What you will do. Please transcribe the listing below in full and word for word, without its pictures.
▼▼▼
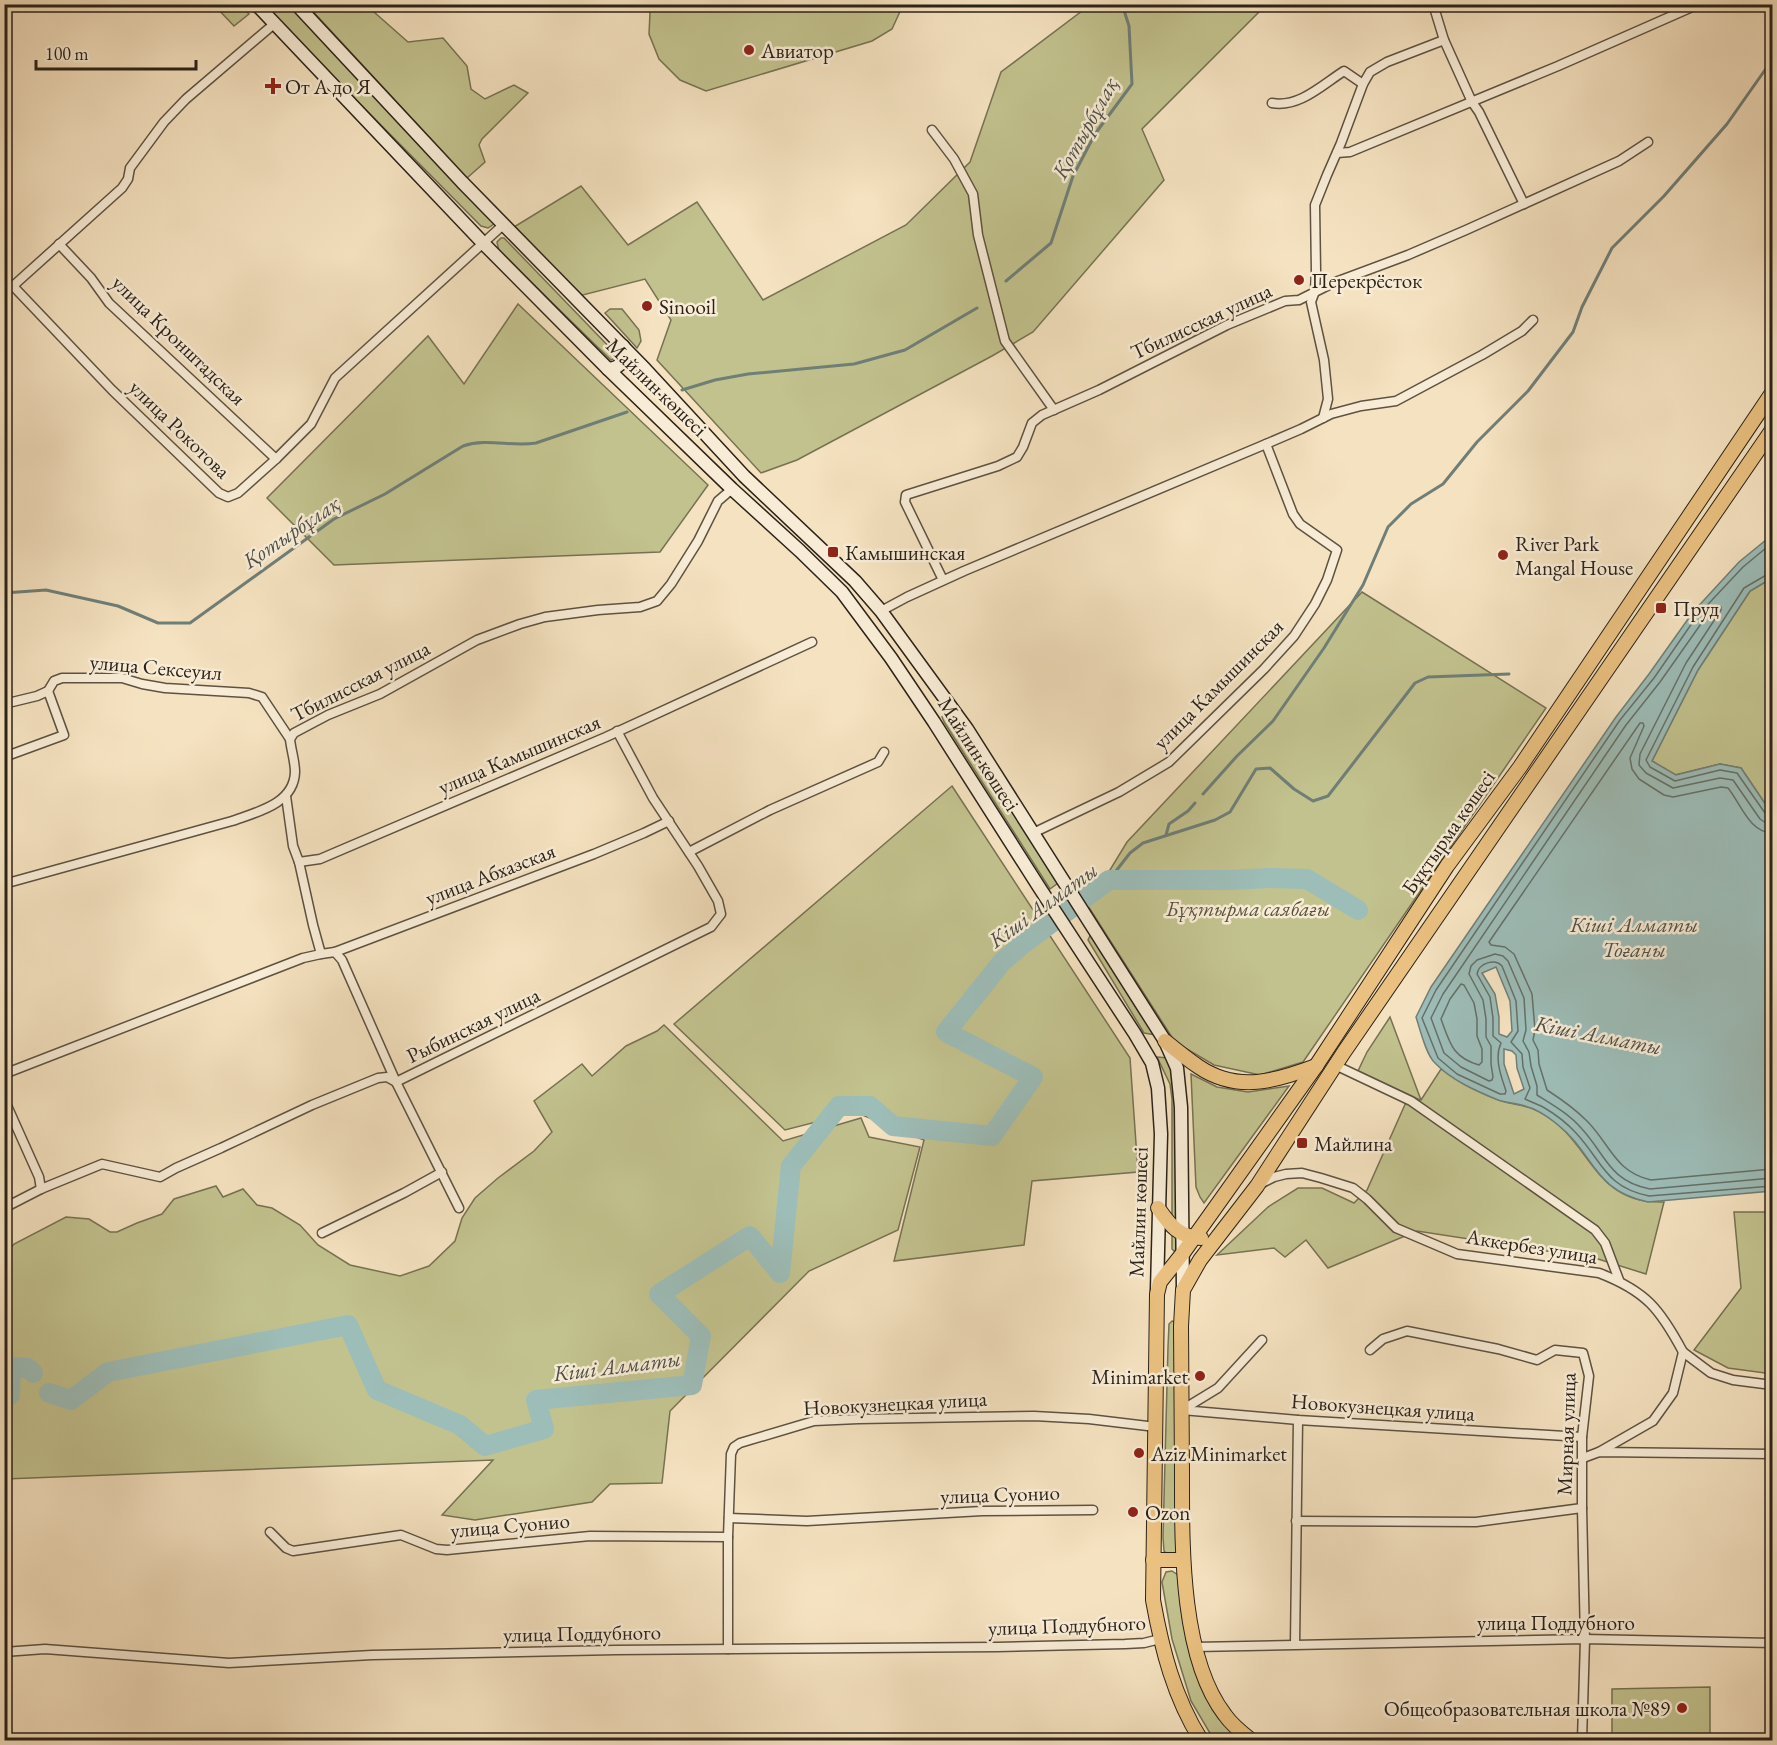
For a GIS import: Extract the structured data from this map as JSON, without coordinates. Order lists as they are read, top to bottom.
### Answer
{
  "streets": {
    "main road": ["Майлин көшесі", "Бұқтырма көшесі"],
    "street": [
      "Тбилисская улица",
      "улица Кронштадская",
      "улица Рокотова",
      "улица Сексеуил",
      "улица Камышинская",
      "улица Абхазская",
      "Рыбинская улица",
      "Аккербез улица",
      "Новокузнецкая улица",
      "Мирная улица",
      "улица Суонио",
      "улица Поддубного"
    ]
  },
  "crossings": [
    ["Тбилисская улица", "Майлин көшесі"],
    ["Тбилисская улица", "улица Сексеуил"],
    ["улица Кронштадская", "улица Рокотова"],
    ["Майлин көшесі", "улица Рокотова"],
    ["Майлин көшесі", "улица Камышинская"],
    ["Майлин көшесі", "Бұқтырма көшесі"],
    ["Майлин көшесі", "Новокузнецкая улица"],
    ["Майлин көшесі", "улица Поддубного"],
    ["улица Камышинская", "Рыбинская улица"],
    ["Бұқтырма көшесі", "Аккербез улица"],
    ["улица Абхазская", "Рыбинская улица"],
    ["Новокузнецкая улица", "Мирная улица"],
    ["Новокузнецкая улица", "улица Суонио"],
    ["Новокузнецкая улица", "улица Поддубного"],
    ["Мирная улица", "улица Поддубного"]
  ],
  "water": ["Қотырбұлақ", "Кіші Алматы", "Кіші Алматы Тоғаны"],
  "parks": ["Бұқтырма саябағы"],
  "places": {
    "other": [
      "Авиатор",
      "Перекрёсток",
      "Sinooil",
      "River Park Mangal House",
      "Minimarket",
      "Aziz Minimarket",
      "Ozon",
      "Общеобразовательная школа №89"
    ],
    "health": ["От А до Я"],
    "transit": ["Камышинская", "Пруд", "Майлина"]
  },
  "scale_bar": "100 m"
}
▲▲▲
Task solution.
For a GIS import: Extract the structured data from this map as JSON, without coordinates. Order lists as they are read, top to bottom.
### Answer
{
  "streets": {
    "main road": ["Майлин көшесі", "Бұқтырма көшесі"],
    "street": [
      "Тбилисская улица",
      "улица Кронштадская",
      "улица Рокотова",
      "улица Сексеуил",
      "улица Камышинская",
      "улица Абхазская",
      "Рыбинская улица",
      "Аккербез улица",
      "Новокузнецкая улица",
      "Мирная улица",
      "улица Суонио",
      "улица Поддубного"
    ]
  },
  "crossings": [
    ["Тбилисская улица", "Майлин көшесі"],
    ["Тбилисская улица", "улица Сексеуил"],
    ["улица Кронштадская", "улица Рокотова"],
    ["Майлин көшесі", "улица Рокотова"],
    ["Майлин көшесі", "улица Камышинская"],
    ["Майлин көшесі", "Бұқтырма көшесі"],
    ["Майлин көшесі", "Новокузнецкая улица"],
    ["Майлин көшесі", "улица Поддубного"],
    ["улица Камышинская", "Рыбинская улица"],
    ["Бұқтырма көшесі", "Аккербез улица"],
    ["улица Абхазская", "Рыбинская улица"],
    ["Новокузнецкая улица", "Мирная улица"],
    ["Новокузнецкая улица", "улица Суонио"],
    ["Новокузнецкая улица", "улица Поддубного"],
    ["Мирная улица", "улица Поддубного"]
  ],
  "water": ["Қотырбұлақ", "Кіші Алматы", "Кіші Алматы Тоғаны"],
  "parks": ["Бұқтырма саябағы"],
  "places": {
    "other": [
      "Авиатор",
      "Перекрёсток",
      "Sinooil",
      "River Park Mangal House",
      "Minimarket",
      "Aziz Minimarket",
      "Ozon",
      "Общеобразовательная школа №89"
    ],
    "health": ["От А до Я"],
    "transit": ["Камышинская", "Пруд", "Майлина"]
  },
  "scale_bar": "100 m"
}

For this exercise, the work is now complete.